If you have the red coloured silver testing solution you want it to turn blood red not blue if it turns blue it means it contains a high amount of non ferrous metal eg. copper, tin, etc

If you want the cheapest way to process these items and fastest I recommend taking it all to a scrap yard and sell it to them. you don't have to buy any chemicals, you don't have to read any books, you don't have to use the search button to find out how to process these items, you don't have to ask the same question that has been asked thousands of times, simply hop in your vehicle take them to a scrap yard that buys circuit boards have them weigh it up and walk out with your cash. 

that is the simplest way to process these items.


----------



## necromancer (Jun 24, 2014)

rfran7788 said:


> is lead a good conductor of electricity??



yes it is. most metals are. silver is the best so is gold but there price is a factor,


----------



## solar_plasma (Jun 25, 2014)

If the pictures aren't discolored by the light, the silver ones look like very thin flash plated gold on a nickel layer to my eyes. Estimating those are only 1/10 or less of usual plating thickness (in best case) you can get a clue, why this might not be worth processing (even if it should be gold).

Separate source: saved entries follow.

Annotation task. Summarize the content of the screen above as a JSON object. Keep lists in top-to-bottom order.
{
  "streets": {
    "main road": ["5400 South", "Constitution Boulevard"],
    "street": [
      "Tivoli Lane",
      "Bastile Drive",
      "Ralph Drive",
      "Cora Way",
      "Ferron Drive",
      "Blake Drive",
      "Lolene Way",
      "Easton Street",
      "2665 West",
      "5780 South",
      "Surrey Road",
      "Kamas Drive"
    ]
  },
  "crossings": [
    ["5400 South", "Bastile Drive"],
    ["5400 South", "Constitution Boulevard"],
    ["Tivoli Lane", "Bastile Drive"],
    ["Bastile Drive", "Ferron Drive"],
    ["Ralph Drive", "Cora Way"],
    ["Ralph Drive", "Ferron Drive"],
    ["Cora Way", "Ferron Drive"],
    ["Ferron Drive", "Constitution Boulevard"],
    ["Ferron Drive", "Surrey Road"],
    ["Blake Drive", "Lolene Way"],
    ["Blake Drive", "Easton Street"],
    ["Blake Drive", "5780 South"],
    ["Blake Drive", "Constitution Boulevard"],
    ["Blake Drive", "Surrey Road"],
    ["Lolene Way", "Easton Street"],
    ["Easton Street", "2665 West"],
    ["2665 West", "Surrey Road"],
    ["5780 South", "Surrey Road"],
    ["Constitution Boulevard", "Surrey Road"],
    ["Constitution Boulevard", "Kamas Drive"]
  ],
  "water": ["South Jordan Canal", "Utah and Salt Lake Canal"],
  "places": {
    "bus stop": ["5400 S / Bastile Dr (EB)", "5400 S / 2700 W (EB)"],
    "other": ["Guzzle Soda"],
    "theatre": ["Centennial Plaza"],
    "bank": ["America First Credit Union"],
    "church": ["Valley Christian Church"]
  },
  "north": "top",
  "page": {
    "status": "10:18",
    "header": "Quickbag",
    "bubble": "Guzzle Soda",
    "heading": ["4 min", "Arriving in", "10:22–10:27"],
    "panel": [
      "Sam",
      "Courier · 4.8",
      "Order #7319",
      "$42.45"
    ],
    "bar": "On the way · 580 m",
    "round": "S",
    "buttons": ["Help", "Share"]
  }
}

Though, I have to say, I never ran a test on those flash plated ones, I just don't throw them away. I think you could keep them until you have the knowledge to test them, just from an educational point of view.


----------



## Shark (Jun 27, 2014)

The return on these boards isn't very high. Where they really stand out is working small lots at a time for the educational value. They are almost as easy as ram fingers. Sort 10 to 15 boards of the same type and work them as you would in one of Hoke's test. Small lot's for the hands on educational side. Study on how to deal with the wastes first, a very important step in the overall processing. Then work them in AP. When the entire lot in the pictures are done, then you can tell us your estimation of whether it was worth it or not. I work them myself. Every little bit adds to the collection jar. Take your time, and watch them several times a day, it builds anticipation, allows you to develop patience, teaches you how to do the process, and leaves a feeling of accomplishment when it is done correctly. 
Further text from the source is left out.